Officials in the Obama Administration told the Washington Post that the U.S. president doesn't intend to intervene in order to allow Jonathan Pollard to travel to Israel after his release from a U.S. prison next week.
The Israeli spy, who is expected to be released from prison next Friday after serving 30 years, is obligated to stay in the U.S., where he will be monitored for five years after his release. Pollard's supporters in the U.S. and in Israel have suggested that President Obama use his powers to waive this condition of his release so that Pollard can leave the country.
Obama’s deputy national security adviser Ben Rhodes said last week that he wouldn't be surprised if Netanyahu brought up the issue in his meeting with Obama at the White House on Monday. However, Netanyahu did not respond to reporters' questions on this issue after the meeting.
Pollard's lawyer, Eliot Lauer, said last week that Pollard has somewhere to live in New York, but that he would prefer to be with his wife Esther in Israel, the Times of Israel reported.
U.S. officials did not say whether the topic came up during Obama's meeting with the Israeli prime minister on Monday, though they emphasized that Obama's stance on the issue has not changed since Rhodes' comments last week.
Rhodes stated that “President Obama has not intervened in the judicial process here in the United States, and that’s been his consistent approach With respect to the case of Jonathan Pollard, he’s made clear that he wants there to be fair treatment under the law, as there should be with any individual.”
Rhodes also said that though the U.S. president “respects how important this issue is to many Israelis,” his stance has not changed.
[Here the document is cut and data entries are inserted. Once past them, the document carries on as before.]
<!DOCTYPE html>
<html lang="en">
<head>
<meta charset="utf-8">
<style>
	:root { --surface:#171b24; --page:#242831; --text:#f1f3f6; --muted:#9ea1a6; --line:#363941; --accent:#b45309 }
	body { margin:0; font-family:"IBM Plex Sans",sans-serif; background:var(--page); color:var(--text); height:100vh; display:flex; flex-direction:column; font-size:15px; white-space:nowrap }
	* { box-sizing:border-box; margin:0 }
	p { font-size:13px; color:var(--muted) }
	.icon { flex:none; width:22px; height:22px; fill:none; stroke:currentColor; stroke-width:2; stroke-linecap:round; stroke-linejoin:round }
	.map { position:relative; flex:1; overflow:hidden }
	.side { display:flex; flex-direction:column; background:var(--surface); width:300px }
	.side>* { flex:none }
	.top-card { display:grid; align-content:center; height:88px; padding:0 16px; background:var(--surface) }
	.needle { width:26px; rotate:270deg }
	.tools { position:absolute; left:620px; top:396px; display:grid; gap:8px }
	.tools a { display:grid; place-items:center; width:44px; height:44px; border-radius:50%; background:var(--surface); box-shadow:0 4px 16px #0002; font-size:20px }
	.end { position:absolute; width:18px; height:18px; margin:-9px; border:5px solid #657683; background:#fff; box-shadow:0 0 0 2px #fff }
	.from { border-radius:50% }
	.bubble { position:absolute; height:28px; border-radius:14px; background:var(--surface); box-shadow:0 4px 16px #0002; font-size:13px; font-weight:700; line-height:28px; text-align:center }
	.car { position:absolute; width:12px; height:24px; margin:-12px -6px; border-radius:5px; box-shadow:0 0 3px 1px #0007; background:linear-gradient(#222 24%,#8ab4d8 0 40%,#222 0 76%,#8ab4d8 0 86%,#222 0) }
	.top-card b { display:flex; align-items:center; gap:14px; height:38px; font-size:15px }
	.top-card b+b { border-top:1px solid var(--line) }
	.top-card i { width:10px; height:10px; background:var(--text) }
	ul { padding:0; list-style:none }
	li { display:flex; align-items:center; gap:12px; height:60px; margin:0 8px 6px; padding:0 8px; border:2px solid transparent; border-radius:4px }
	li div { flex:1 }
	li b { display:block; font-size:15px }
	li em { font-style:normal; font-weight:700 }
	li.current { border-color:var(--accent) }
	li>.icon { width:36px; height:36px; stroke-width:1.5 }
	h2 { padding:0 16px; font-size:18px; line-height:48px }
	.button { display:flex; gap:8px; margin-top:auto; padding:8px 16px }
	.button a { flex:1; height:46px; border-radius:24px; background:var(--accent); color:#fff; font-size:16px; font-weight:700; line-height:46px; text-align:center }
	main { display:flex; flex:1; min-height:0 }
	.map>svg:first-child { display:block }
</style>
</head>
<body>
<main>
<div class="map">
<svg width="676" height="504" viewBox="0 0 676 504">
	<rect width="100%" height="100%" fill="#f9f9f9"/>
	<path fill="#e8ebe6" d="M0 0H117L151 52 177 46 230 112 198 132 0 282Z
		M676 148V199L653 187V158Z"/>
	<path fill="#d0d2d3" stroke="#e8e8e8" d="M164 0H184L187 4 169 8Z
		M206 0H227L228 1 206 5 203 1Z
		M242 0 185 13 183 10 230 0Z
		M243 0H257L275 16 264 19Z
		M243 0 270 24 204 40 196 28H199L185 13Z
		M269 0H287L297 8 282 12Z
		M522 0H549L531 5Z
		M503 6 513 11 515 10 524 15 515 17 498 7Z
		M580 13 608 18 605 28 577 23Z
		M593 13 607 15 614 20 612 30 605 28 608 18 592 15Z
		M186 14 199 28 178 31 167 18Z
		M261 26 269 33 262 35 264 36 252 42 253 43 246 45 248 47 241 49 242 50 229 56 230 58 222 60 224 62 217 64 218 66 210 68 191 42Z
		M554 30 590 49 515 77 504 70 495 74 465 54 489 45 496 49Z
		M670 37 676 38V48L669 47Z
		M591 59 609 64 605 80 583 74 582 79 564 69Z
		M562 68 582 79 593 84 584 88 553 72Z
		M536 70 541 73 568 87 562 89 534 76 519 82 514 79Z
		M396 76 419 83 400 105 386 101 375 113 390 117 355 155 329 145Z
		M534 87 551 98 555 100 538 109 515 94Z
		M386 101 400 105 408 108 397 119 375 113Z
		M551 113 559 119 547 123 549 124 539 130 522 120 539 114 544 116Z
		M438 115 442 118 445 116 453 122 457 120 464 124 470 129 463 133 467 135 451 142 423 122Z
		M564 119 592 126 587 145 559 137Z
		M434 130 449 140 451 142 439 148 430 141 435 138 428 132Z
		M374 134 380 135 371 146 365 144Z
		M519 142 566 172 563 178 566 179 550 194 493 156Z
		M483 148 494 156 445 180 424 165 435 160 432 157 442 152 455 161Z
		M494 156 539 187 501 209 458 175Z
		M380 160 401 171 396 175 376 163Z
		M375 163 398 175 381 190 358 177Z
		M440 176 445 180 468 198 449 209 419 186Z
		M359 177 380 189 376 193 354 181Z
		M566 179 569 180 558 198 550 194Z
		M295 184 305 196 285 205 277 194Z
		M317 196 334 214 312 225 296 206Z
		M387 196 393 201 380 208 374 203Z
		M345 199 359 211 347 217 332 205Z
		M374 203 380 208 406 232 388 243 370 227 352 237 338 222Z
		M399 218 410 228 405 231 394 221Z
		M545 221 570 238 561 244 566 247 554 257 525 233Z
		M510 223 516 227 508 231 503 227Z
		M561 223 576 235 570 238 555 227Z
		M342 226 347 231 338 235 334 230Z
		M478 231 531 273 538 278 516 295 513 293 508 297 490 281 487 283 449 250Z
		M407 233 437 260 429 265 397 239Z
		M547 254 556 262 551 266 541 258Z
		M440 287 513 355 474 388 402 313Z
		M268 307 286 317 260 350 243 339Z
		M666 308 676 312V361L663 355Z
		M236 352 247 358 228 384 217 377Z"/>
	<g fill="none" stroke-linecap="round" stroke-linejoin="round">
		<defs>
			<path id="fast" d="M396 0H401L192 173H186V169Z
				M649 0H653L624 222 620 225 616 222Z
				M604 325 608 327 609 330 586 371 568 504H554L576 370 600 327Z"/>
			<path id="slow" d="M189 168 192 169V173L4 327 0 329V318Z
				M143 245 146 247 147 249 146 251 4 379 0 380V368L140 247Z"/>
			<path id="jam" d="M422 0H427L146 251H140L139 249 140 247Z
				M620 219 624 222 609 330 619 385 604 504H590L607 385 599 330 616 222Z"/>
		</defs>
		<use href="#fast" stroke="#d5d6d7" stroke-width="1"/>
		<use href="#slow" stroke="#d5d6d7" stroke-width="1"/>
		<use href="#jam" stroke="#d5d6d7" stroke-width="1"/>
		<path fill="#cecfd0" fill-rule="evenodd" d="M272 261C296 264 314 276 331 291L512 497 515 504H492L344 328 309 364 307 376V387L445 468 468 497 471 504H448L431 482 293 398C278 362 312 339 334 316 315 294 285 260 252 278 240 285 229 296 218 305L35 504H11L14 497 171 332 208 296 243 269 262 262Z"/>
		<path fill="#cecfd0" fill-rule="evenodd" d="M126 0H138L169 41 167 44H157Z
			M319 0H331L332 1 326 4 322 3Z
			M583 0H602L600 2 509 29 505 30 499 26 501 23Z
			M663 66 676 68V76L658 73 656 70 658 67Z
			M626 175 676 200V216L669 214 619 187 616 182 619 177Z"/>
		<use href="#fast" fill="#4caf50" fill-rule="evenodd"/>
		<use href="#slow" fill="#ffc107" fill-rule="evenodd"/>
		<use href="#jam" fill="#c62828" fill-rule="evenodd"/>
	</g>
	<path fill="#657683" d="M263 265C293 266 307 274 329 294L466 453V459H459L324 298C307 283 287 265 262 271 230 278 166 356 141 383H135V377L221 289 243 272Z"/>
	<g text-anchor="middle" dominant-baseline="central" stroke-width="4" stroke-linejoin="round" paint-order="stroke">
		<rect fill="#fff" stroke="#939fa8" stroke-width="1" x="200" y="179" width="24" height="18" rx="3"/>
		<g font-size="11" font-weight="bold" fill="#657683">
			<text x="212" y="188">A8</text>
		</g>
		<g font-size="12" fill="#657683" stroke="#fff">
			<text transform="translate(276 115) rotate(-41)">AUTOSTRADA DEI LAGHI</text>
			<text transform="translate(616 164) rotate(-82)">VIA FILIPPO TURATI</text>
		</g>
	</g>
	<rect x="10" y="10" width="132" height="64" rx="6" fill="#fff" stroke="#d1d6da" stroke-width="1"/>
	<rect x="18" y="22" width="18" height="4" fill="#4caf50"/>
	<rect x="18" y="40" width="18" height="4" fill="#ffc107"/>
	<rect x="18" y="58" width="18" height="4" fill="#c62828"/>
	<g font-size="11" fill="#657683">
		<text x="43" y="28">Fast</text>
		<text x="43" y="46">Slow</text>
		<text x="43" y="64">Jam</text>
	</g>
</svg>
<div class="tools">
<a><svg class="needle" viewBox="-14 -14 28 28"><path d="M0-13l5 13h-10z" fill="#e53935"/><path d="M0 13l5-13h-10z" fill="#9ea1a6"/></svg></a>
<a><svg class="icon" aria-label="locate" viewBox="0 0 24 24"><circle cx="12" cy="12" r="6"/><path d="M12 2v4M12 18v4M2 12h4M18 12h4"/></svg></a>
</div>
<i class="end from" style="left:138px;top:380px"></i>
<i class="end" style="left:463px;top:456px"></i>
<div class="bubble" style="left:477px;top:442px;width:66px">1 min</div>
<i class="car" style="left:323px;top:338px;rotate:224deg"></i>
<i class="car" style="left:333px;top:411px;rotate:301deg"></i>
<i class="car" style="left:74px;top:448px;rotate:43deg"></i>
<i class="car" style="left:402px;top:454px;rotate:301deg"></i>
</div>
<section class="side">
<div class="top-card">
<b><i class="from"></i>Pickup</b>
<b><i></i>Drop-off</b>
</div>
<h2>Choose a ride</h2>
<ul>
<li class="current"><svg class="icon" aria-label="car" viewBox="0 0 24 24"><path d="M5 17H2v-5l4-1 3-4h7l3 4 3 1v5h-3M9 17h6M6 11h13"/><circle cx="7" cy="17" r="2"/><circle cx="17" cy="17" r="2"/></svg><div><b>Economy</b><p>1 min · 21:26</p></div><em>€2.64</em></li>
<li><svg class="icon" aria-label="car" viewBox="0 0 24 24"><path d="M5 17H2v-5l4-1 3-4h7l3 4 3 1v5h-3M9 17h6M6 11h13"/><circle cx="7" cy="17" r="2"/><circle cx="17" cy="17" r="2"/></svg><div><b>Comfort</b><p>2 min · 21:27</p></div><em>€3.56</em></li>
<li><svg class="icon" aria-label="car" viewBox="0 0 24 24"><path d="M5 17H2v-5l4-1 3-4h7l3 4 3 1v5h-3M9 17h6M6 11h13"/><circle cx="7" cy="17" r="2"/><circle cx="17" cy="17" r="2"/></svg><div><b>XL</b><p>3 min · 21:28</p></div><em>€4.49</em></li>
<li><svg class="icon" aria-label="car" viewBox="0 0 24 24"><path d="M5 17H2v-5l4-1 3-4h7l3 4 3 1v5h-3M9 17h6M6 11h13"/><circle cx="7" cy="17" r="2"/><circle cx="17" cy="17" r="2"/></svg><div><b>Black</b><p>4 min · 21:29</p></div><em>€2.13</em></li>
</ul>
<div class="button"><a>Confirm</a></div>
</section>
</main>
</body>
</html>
Pollard was arrested after the conclusion of an investigation into suspicions that he was spying for Israel. He was convicted in 1987 and sentenced to life imprisonment on one count of espionage. He is the only person in U.S. history to receive a life sentence for spying for an ally, and the only American citizen convicted of such a crime to be sentenced to more than 10 years in prison.
Israel granted Pollard Israeli citizenship at his lawyer's request in 1995, and only admitted publicly to his spying in 1998.